There was a muted celebration on Monday for World Oceans Day, with maritime minds rather more fixated on Covid-19.
It is not surprising that the pandemic, even while easing up in Asia and southern Europe, has dwarfed all other issues as it has wreaked havoc on trade and shipping.
Estimates from the World Bank this week show we are heading for the worst recession since World War II. The global economy is expected to shrink by 5% in 2020 and the US economy by more than 6%.
The recent collapse in oil prices forced BP to announce plans to axe 10,000 jobs, while other oil services companies have had to rely on state bailouts.
Already we have seen a raft of Singapore trading houses hit the financial buffers.
Plunging profits
Net income at the world’s largest independent oil trader, Vitol, plunged by 70% in the first quarter, according to figures seen by the Financial Times.
IMO secretary general Kitack Lim put on a brave face for the annual sea celebration. He said this was to have been a “super year for the oceans”, with a raft of new treaties to protect international waters.
Lim celebrated the “blue economy” provided by shipping and highlighted the United Nations theme of “Innovation for a Sustainable Ocean”.

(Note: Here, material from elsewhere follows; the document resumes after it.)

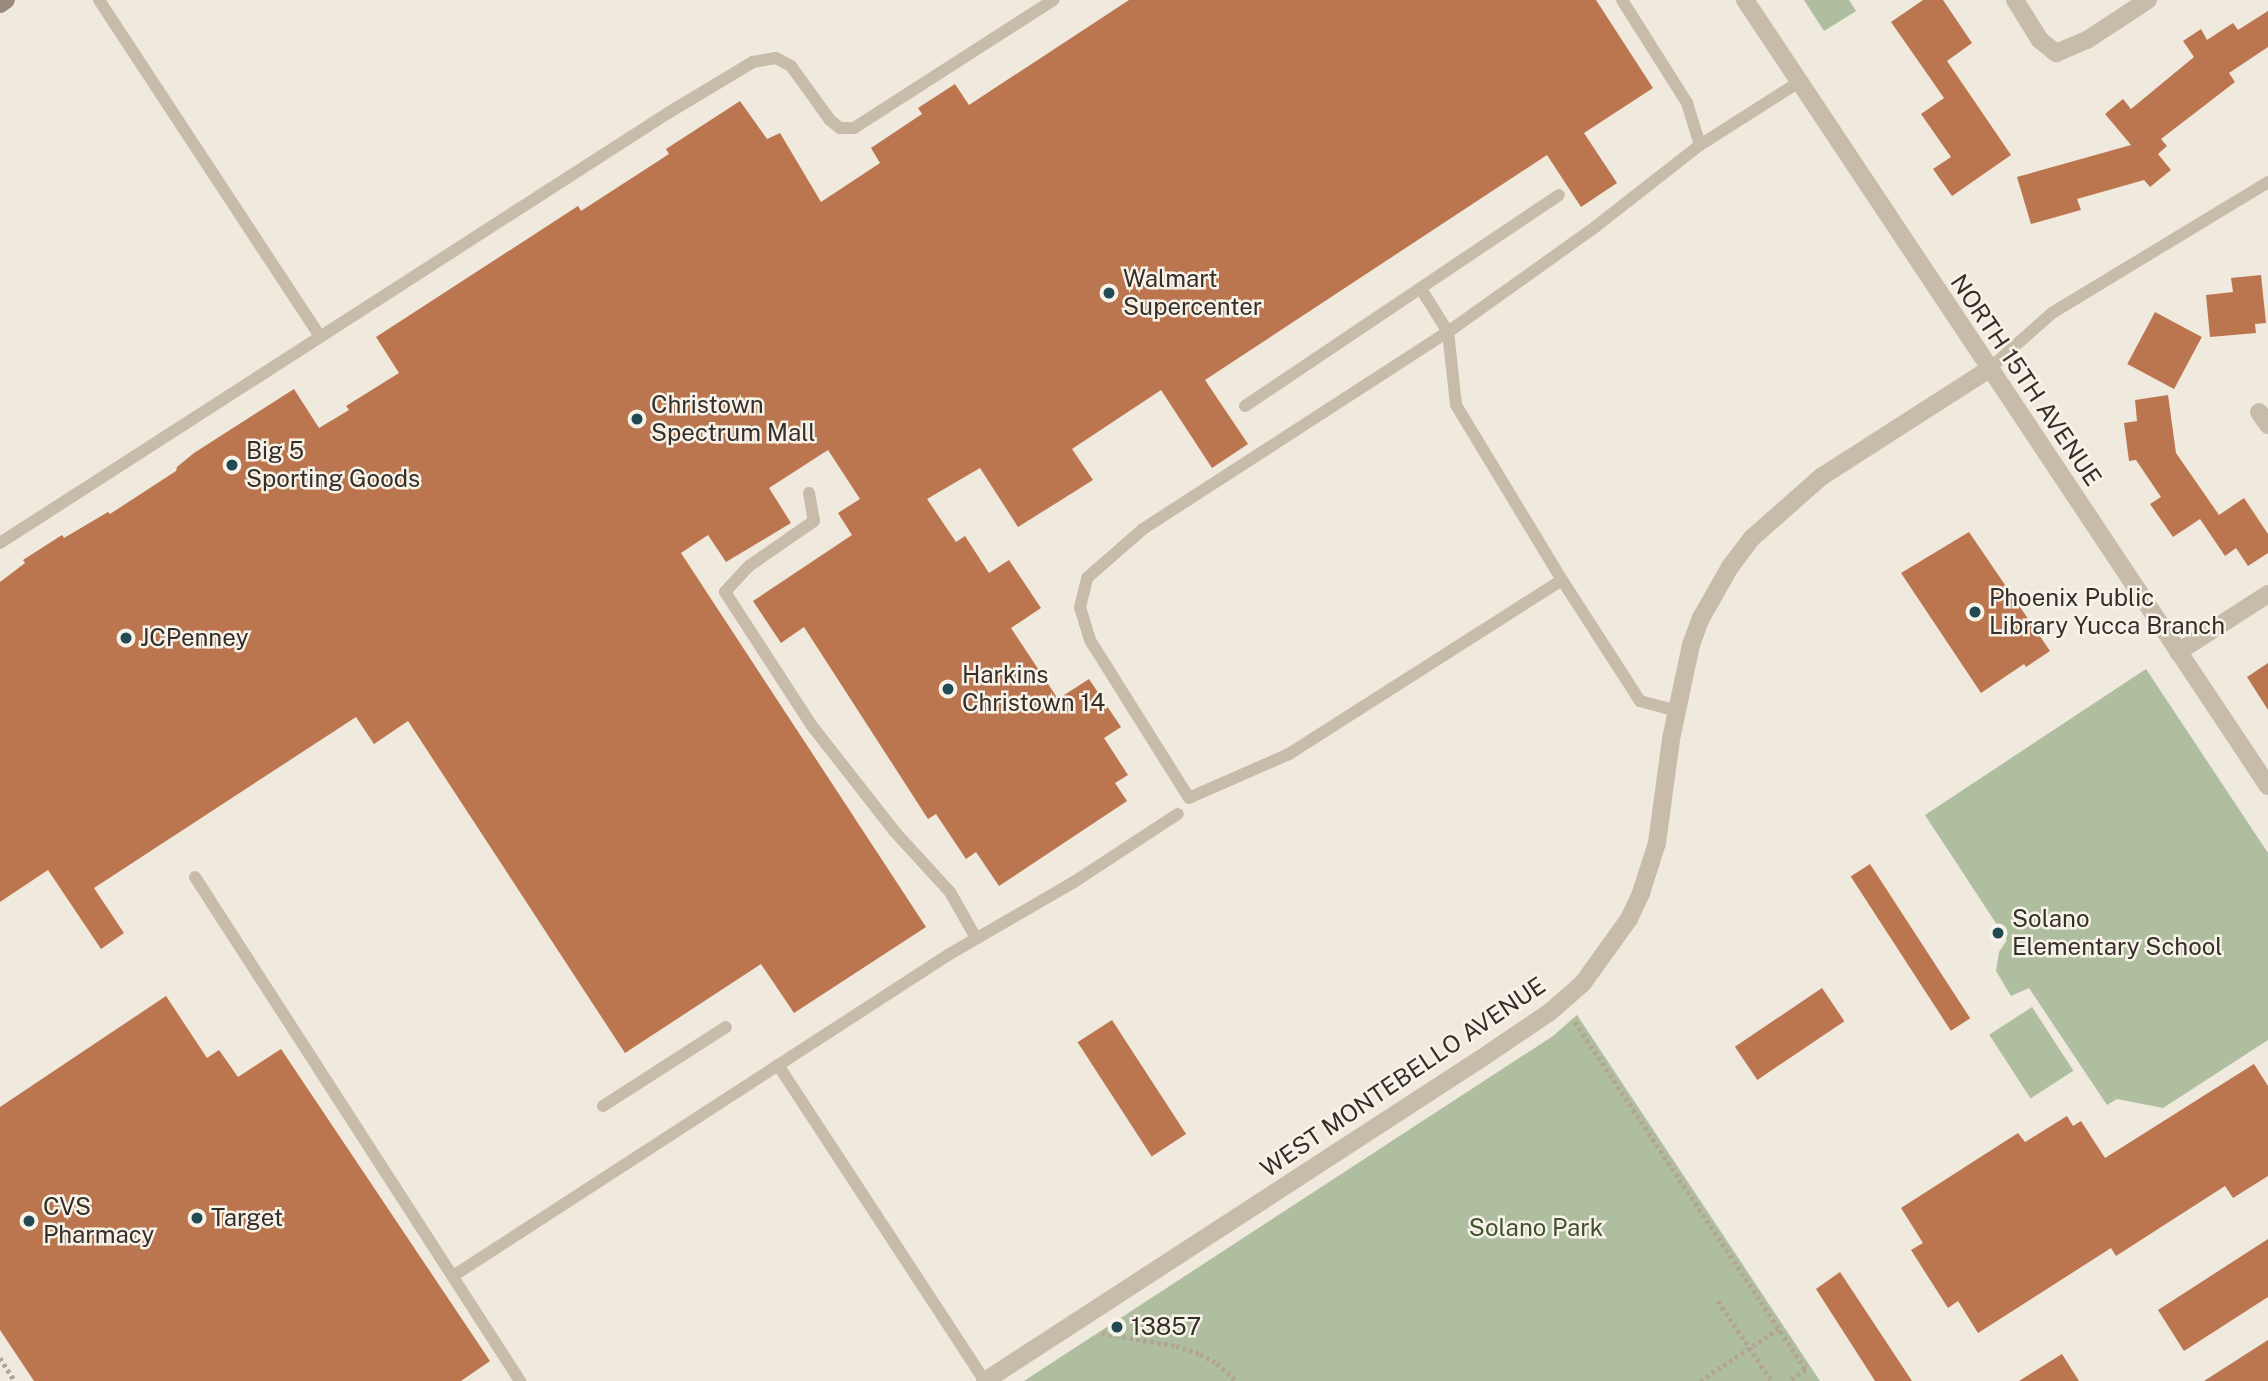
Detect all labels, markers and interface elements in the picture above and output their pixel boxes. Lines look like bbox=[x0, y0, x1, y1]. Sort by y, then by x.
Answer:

The day was also marked by corporate announcements, including one from Norway’s Equinor (formerly Statoil) promising to halve emissions from its maritime activity by 2030 from a 2005 baseline.
The state-owned oil business said that as a key producer and user of maritime fuel, it was determined to set an example by decarbonising shipping, starting with its own fleet.
Equinor is already working with the Wilhelmsen Group to develop hydrogen-powered vessels, but concern about the speed of change abounds in all industries.
Class society ABS was one of the latest to warn that shipping could fail to meet its target of halving its overall CO2 emissions by 2050.
Accelerating plans for a low-carbon future
The IMO had aimed to agree on a pathway for its planned 2023 decarbonisation rules this year, but Lim admitted that the regulatory process had been delayed by the pandemic, with face-to-face meetings shelved since early March.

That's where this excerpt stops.